In the case of ctm, there will be a result.ctm file in the output directory. It will look like the following:

audio 1 0.26 1.59 吾輩は猫である -0.34
audio 1 1.85 1.59 名前はまだ無い -0.22

where

the 1st field is the original utterance id (i.e stem filename)
the 2nd field is always 1 (channel id)
the 3rd field is the start time in seconds
the 4th field is the duration in seconds
the 5th field is the aligned text
the 6th field is the confidence score

kaldi

In the case of kaldi, it will serialize those info into three files: segments, text, score

segments is a kaldi-style segments file, which looks like the following:

utt1-00000-0000028-0000367 utt1 0.28 3.67
utt1-00001-0000384-0000917 utt1 3.85 9.17

where the 1st field is the segment utterance id, the 2nd field is the original utterance id (i.e stem filename), the 3rd field is the start time in seconds, the 4th field is the end time in seconds.

text is a kaldi-style text file, which looks like the following:

utt1-00000-0000028-0000367 A PROGRAMMER WALKS TO THE BUTCHER SHOP AND BUYS A KILO OF MEAT.
utt1-00001-0000384-0000917 AN HOUR LATER HE COMES BACK UPSET THAT THE BUTCHER SHORTCHANGED HIM BY 24 GRAMS.

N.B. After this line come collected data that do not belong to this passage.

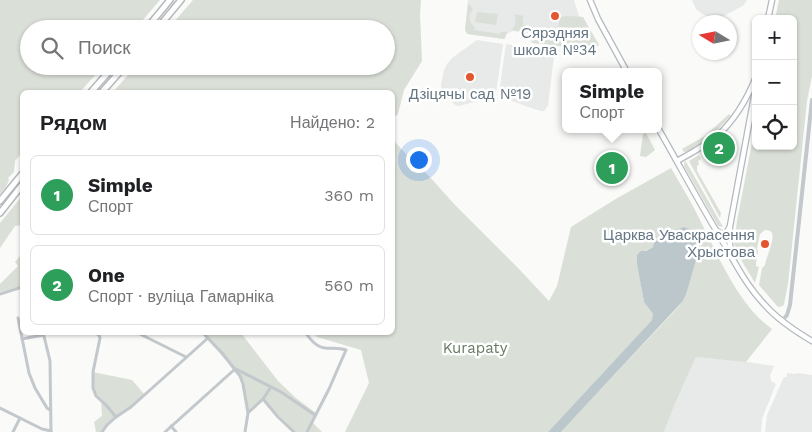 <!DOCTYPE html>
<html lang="ru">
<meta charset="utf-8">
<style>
:root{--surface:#fff;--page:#f6f6f6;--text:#202124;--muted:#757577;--line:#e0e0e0;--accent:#b45309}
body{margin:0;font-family:"Work Sans",sans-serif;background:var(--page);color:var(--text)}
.controls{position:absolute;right:15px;top:15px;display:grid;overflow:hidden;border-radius:8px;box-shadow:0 1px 4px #0004}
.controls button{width:45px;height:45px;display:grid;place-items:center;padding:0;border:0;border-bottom:1px solid var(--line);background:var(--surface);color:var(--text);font:25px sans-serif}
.compass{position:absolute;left:692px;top:15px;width:45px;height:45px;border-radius:50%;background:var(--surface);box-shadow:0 1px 4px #0004;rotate:280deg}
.you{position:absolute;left:418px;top:159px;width:18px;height:18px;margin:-12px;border:4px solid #fff;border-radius:50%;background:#1a73e8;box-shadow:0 0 0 8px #1a73e833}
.badge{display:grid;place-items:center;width:32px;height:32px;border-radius:50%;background:var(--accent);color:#fff;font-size:16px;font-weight:700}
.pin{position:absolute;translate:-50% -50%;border:2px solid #fff;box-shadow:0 1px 5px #0006}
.popup{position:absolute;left:562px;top:68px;width:100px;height:65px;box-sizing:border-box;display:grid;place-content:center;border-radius:8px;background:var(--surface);filter:drop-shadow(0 1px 4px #0005);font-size:16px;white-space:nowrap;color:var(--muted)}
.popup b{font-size:19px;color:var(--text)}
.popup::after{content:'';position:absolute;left:50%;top:100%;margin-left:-10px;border:10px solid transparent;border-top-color:var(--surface)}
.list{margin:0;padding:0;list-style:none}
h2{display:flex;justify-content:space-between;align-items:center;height:65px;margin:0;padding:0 20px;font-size:21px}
h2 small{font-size:16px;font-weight:400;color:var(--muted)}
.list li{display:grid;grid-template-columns:32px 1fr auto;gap:15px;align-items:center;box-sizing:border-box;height:80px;margin:0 10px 10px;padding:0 10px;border:1px solid var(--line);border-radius:8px}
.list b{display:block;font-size:19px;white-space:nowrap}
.list p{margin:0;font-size:16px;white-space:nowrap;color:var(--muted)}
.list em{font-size:16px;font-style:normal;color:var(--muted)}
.icon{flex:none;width:28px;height:28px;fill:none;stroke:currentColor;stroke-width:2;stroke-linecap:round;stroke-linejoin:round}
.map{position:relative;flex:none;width:812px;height:432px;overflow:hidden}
.search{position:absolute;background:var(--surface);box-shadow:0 1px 4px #0004;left:20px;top:20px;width:375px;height:55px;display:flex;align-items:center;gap:12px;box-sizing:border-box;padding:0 18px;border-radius:28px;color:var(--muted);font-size:19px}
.panel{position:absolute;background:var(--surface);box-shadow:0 1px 4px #0004;left:20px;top:90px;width:375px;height:245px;border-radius:8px}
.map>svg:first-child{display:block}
</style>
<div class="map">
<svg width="812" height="432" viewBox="0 0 812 432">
<rect width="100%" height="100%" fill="#fafaf8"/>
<g fill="#e8e9e9">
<path d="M468 0H574L579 16 597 46 592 49 531 42 530 41V33L512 31 507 34 505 39 468 34 465 30Z"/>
<path d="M692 0H747L744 5 717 20 704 15 696 9Z"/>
<path d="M477 40 503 44 496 93 493 97 459 106H457L453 103 442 91 441 85 444 70 447 64 452 58Z"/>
<path d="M506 44 552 51 553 53 554 56 548 106 544 111H541L534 109 501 97 499 93Z"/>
<path d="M696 357 741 361 774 366 770 376 771 381 776 384 762 419 761 432H664L674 406Z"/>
<path d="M787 373 796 374 797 373 812 375V432H765L767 415 784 377H787Z"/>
</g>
<g fill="#dadfd7">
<path d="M0 0H160L135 29H29V66H103L80 92H22V153L15 161 14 172 8 178 9 180 6 187 0 194Z"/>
<path d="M193 0H421L420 15 422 61 404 90 398 114 393 118 392 92H113L136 66H386V29H168Z"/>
<path d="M779 0H812V76L807 101 788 284 784 304 783 306 778 307 759 285 762 268 765 265C766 258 775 239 772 233 770 230 768 230 765 230L760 234 757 248 758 252 756 263V266L759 267 755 283 740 258 734 244 737 221 756 122V146H793V19H775Z"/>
<path d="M468 4H469L473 9C467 16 469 25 478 29L474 28V30L500 34 501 32H507L504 39 467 34 465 30Z"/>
<path d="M477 12 498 14 496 25 475 22Z"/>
<path d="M514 14 524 16 523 17V19L522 21 523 22V25L528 26 527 32 511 30C516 26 517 21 514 14Z"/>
<path d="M568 16 583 17 599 45 592 50 532 43 534 33 557 36 560 17Z"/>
<path d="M729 114 731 116C719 128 701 149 684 152L682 149 705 136Z"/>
<path d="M646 133 655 150 646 157 640 156 643 134Z"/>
<path d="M393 136 396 143 407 155 429 176 455 205 518 268 549 301 557 286 571 227 614 200 671 168C680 184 691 201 699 218 716 251 730 286 755 314 760 320 766 324 772 329L746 362 696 357 674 406 664 432H561L680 305 686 295 697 255V245L691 231C688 228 685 227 681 228L654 242 653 247 645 251 637 262 644 302 653 314V319L548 432H345L369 383 361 350 317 337 313 333 392 332Z"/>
<path d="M699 155 701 159 698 161 699 164 697 166V171L721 213 720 218 689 161Z"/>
<path d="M685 160 723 227 718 226 684 166Z"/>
<path d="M22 196V227L21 225 15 226 0 248V223Z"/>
<path d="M20 256 22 258V270L20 273 22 275V286L0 292V284L18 266 15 262Z"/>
<path d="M202 333H241L278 381 296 398 316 413 312 422 322 432H294L263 399 248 413 240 376Z"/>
<path d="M93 372 132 380 145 395 116 417 102 432H96L94 422 102 416 101 400 94 393Z"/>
</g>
<path fill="#bbc7cb" d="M684 227 689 229 691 231 697 245 698 253 686 295 682 302 561 432H548L652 320 653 314 644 302 637 264V255L641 251H646L653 247 654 242 675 230Z"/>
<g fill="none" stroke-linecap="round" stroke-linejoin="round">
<g stroke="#b3babf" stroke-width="7">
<g id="secondary">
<path d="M590 0 598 19 627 72"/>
<path d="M768 19 772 0"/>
<path d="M658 128C681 168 702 208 726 247 737 267 748 287 764 304 777 319 795 331 812 341"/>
<path d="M677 161C691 153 705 146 717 136 735 120 747 99 756 77"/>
<path d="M716 230C723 235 725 236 729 228"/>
<path d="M732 255 729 240 730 226 756 86"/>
</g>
</g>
<g stroke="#b4b9bd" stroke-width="8">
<g id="trunk">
<path d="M146 29 170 0"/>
<path d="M157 29 181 0"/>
<path d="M91 92 114 66"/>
<path d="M102 92 125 66"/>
<path d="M0 201 22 174"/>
<path d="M0 213 22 185"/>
</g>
</g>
<g stroke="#c3c8cc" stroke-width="3">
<path d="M0 294 22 287"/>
<path d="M18 318 29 373 35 388 47 408 50 410"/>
<path d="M43 332 50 361 51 432"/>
<path d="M93 332 99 335 100 338 93 372V388L96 396 106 405 116 417"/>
<path d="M136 332 186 357"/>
<path d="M202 332 222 353 240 376 243 384 248 413 245 432"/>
<path d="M305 332C310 339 316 347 325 348 332 349 338 347 346 350L329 389 307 432"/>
<path d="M22 339 43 335"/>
<path d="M236 369 281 392 315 415"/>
<path d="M263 399 278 417 294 432"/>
<path d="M0 408 42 429 51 431"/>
<path d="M249 412 263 399 271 387"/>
<path d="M171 426 176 432"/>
<path d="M13 432 20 418"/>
<path d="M102 432 107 425 116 417 131 407 208 338"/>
<path d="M165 432 235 369"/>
</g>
<path stroke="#c3c8cc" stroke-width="4" d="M782 321 787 315 790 305 812 100"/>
<use href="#secondary" stroke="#fff" stroke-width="4.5"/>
<use href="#trunk" stroke="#fff" stroke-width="5"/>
</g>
<g fill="#e4572e" stroke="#fff" stroke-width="2">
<circle cx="555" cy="16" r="5"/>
<circle cx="470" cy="77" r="5"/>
<circle cx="765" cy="244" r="5"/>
</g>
<g text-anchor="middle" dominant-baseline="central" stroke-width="5" stroke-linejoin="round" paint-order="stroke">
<g font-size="15" fill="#657683" stroke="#fff">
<text x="555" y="33">Сярэдняя<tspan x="555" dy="17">школа №34</tspan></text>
<text x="470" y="94">Дзіцячы сад №19</text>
<text x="755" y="235" text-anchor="end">Царква Уваскрасення<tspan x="755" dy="17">Хрыстова</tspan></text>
</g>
<g font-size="15" fill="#687a64" stroke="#fff">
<text x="475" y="348">Kurapaty</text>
</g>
</g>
</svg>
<div class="controls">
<button>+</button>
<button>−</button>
<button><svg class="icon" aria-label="locate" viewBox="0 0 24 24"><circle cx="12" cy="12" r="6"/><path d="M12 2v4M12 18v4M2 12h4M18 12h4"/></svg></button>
</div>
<svg class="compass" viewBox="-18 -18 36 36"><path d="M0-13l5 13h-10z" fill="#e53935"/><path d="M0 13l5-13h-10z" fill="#757577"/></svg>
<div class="you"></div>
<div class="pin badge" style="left:612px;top:168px;background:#2e9e5b">1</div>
<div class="popup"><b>Simple</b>Спорт</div>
<div class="pin badge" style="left:719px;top:148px;background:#2e9e5b">2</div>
<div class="search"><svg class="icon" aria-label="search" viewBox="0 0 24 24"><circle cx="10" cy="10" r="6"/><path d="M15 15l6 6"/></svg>Поиск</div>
<section class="panel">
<h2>Рядом<small>Найдено: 2</small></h2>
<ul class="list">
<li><span class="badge" style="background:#2e9e5b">1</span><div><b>Simple</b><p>Спорт</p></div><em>360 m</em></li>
<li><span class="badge" style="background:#2e9e5b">2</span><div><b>One</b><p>Спорт · вуліца Гамарніка</p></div><em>560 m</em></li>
</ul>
</section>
</div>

score is not a kaldi standard file, it is a file to keep track of confidence score assigned to each segment. A higher score (close to 0) indicates a good alignment.

It looks like the following:

utt1-00000-0000028-0000367 -0.14
utt1-00001-0000384-0000917 -0.13

mode

There are three alignment modes in alqalign, it is default to sentence

sentence: align at the sentence level. Each line in the text file is considered a separate sentence. timestamp of each sentence will be computed. In case there's only a single line, we will split the sentence by heuristics.
word: align at the word level. every word in the text file will be aggregated and get aligned. sentence boundary will not be considered.
phoneme: align at the phoneme level. phonemes are derived from each word.

slice

You can turn the slice flag to true, if you want to extract the aligned clip of each sentence/word/phoneme.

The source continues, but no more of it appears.